SOURCE DATA —
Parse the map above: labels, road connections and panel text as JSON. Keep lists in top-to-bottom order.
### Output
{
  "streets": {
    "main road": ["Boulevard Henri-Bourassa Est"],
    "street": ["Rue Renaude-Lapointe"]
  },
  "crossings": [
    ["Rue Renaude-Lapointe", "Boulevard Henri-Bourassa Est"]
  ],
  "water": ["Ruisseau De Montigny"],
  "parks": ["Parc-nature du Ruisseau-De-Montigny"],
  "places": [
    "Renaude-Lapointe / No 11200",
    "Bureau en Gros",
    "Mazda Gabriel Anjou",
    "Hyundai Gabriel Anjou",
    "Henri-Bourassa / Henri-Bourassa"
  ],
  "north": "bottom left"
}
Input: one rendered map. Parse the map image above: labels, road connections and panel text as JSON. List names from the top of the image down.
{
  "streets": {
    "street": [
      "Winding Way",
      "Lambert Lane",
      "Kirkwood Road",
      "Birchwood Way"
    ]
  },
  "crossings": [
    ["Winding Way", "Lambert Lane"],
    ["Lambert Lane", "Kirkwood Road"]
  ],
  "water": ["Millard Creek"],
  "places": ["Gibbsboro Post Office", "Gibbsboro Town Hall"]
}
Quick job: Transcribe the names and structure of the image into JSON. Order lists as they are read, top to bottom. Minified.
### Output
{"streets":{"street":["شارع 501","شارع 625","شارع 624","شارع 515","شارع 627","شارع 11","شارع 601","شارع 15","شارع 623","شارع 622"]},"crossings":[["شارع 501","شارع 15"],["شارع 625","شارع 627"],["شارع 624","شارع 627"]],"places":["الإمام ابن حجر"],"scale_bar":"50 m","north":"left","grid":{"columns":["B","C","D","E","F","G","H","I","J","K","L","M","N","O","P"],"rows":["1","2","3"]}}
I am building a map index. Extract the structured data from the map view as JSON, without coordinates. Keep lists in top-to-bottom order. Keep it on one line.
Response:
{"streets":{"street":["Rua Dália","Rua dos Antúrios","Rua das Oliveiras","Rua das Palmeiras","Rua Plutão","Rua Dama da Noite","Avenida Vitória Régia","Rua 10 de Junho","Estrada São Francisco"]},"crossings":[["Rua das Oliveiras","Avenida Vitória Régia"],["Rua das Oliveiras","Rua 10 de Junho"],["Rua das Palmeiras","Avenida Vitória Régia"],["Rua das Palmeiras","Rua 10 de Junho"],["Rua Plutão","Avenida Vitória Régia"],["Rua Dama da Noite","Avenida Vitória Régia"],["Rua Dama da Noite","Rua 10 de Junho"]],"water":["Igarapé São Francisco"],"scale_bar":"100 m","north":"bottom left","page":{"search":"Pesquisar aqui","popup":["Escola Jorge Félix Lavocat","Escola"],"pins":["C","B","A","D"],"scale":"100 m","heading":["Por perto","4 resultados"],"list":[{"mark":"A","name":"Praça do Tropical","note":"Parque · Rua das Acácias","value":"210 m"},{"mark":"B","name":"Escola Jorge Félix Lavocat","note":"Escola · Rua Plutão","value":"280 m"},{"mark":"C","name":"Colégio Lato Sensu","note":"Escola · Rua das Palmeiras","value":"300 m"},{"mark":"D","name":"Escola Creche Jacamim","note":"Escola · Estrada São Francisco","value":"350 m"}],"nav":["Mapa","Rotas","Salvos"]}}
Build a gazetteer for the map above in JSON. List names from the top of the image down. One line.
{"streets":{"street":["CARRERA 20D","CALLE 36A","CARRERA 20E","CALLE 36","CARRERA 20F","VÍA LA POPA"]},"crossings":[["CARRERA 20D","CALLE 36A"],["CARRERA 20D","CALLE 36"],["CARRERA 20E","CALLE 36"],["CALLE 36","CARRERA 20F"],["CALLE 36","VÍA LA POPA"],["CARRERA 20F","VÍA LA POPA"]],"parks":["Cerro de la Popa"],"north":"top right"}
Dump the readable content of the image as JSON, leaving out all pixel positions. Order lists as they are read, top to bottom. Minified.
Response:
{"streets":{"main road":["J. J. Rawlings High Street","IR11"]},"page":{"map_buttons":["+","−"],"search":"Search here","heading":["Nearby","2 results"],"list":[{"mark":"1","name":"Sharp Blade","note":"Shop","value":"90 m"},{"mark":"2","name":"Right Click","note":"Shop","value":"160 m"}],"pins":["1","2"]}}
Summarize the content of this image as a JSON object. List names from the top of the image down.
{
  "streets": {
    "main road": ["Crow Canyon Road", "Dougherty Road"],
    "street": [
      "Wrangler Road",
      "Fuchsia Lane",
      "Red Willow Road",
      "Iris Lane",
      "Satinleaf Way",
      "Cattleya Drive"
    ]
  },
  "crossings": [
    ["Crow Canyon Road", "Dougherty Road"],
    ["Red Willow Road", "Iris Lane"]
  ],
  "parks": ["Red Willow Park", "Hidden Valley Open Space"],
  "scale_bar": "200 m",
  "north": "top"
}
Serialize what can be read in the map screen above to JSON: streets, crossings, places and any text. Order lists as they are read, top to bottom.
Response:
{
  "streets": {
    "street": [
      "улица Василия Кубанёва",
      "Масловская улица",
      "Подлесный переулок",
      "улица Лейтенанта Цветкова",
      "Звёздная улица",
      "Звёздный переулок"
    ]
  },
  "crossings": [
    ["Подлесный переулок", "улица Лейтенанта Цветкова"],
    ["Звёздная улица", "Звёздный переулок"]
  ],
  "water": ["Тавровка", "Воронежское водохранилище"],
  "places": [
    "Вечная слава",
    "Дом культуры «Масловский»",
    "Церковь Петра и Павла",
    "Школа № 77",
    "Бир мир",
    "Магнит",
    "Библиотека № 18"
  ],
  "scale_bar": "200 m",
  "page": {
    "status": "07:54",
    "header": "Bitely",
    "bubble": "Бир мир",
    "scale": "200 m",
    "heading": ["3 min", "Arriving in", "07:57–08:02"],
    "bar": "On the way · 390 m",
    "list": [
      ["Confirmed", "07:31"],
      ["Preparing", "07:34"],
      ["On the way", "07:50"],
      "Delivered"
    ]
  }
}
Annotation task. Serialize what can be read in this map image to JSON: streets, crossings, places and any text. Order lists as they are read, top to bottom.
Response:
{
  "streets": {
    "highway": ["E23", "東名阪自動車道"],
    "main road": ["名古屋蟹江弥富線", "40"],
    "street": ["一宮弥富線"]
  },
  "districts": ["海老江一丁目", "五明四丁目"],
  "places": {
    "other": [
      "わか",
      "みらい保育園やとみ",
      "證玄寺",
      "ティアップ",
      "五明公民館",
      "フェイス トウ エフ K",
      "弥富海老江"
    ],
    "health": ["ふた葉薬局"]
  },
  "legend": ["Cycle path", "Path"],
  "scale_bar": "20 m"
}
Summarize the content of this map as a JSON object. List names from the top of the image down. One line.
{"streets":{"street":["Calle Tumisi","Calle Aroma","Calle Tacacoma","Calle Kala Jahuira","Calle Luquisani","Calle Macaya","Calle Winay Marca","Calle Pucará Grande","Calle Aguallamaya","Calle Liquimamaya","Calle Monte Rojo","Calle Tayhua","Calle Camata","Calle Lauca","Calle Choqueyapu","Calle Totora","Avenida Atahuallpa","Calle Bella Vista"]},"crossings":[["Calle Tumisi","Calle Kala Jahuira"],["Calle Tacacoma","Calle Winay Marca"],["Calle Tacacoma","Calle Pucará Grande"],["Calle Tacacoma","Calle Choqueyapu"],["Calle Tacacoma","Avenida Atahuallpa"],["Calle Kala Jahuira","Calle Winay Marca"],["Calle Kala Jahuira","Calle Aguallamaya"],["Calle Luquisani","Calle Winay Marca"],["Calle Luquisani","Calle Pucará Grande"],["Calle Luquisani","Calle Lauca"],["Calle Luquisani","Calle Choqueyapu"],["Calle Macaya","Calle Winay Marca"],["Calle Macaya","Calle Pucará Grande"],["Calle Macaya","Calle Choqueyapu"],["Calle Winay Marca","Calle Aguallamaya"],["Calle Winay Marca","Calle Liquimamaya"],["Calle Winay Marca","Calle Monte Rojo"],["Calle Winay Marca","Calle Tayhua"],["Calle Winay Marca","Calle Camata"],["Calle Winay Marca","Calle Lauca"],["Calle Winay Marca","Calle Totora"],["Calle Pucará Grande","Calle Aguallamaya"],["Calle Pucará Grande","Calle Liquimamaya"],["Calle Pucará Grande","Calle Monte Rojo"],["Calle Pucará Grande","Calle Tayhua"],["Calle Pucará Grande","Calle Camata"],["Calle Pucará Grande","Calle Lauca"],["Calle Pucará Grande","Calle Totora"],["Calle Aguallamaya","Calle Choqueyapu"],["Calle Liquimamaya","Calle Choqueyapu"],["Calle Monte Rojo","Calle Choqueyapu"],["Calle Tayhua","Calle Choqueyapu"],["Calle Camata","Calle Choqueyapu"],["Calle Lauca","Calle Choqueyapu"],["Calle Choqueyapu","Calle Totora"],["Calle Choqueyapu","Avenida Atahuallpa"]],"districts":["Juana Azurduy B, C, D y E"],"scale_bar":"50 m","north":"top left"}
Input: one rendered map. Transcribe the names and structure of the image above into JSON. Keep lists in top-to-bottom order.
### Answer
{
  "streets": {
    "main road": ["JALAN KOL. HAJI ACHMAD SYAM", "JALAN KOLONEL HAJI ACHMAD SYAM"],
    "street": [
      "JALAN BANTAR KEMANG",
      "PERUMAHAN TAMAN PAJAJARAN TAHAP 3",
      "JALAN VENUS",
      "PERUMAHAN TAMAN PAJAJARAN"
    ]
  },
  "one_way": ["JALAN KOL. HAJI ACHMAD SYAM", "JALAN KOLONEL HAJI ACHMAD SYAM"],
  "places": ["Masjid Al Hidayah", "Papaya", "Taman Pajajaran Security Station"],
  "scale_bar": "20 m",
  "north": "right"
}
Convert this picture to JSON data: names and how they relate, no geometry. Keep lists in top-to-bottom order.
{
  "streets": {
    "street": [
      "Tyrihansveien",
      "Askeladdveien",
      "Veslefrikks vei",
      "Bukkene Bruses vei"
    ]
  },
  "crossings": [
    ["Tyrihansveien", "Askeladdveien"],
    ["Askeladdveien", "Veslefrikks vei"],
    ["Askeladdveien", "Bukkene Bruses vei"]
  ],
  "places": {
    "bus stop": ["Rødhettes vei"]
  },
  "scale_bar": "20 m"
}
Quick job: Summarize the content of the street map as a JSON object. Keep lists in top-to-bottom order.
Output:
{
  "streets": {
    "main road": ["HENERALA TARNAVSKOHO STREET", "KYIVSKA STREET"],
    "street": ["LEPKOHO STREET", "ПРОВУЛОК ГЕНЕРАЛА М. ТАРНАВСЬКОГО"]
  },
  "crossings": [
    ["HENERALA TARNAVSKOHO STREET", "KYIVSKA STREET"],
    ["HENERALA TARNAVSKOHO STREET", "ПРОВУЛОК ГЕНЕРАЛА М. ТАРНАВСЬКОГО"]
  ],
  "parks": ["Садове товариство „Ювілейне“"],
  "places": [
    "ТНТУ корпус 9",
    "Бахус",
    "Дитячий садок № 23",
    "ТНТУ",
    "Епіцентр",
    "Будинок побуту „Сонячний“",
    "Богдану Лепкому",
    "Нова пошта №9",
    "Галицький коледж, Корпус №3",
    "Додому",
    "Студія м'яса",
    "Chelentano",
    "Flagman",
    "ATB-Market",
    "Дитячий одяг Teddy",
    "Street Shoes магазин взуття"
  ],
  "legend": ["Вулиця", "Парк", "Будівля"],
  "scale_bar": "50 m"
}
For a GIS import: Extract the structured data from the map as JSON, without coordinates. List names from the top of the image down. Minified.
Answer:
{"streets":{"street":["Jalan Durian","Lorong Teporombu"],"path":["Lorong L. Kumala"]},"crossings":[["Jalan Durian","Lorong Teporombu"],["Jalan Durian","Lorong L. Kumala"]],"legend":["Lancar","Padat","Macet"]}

TASK TO COMPLETE — Nothing but the lines from the one containing "Quick job: Summarize" through the last line of the data above should be given again, each exactly as it stands.

EXPECTED ANSWER —
Quick job: Summarize the content of the street map as a JSON object. Keep lists in top-to-bottom order.
Output:
{
  "streets": {
    "main road": ["HENERALA TARNAVSKOHO STREET", "KYIVSKA STREET"],
    "street": ["LEPKOHO STREET", "ПРОВУЛОК ГЕНЕРАЛА М. ТАРНАВСЬКОГО"]
  },
  "crossings": [
    ["HENERALA TARNAVSKOHO STREET", "KYIVSKA STREET"],
    ["HENERALA TARNAVSKOHO STREET", "ПРОВУЛОК ГЕНЕРАЛА М. ТАРНАВСЬКОГО"]
  ],
  "parks": ["Садове товариство „Ювілейне“"],
  "places": [
    "ТНТУ корпус 9",
    "Бахус",
    "Дитячий садок № 23",
    "ТНТУ",
    "Епіцентр",
    "Будинок побуту „Сонячний“",
    "Богдану Лепкому",
    "Нова пошта №9",
    "Галицький коледж, Корпус №3",
    "Додому",
    "Студія м'яса",
    "Chelentano",
    "Flagman",
    "ATB-Market",
    "Дитячий одяг Teddy",
    "Street Shoes магазин взуття"
  ],
  "legend": ["Вулиця", "Парк", "Будівля"],
  "scale_bar": "50 m"
}
For a GIS import: Extract the structured data from the map as JSON, without coordinates. List names from the top of the image down. Minified.
Answer:
{"streets":{"street":["Jalan Durian","Lorong Teporombu"],"path":["Lorong L. Kumala"]},"crossings":[["Jalan Durian","Lorong Teporombu"],["Jalan Durian","Lorong L. Kumala"]],"legend":["Lancar","Padat","Macet"]}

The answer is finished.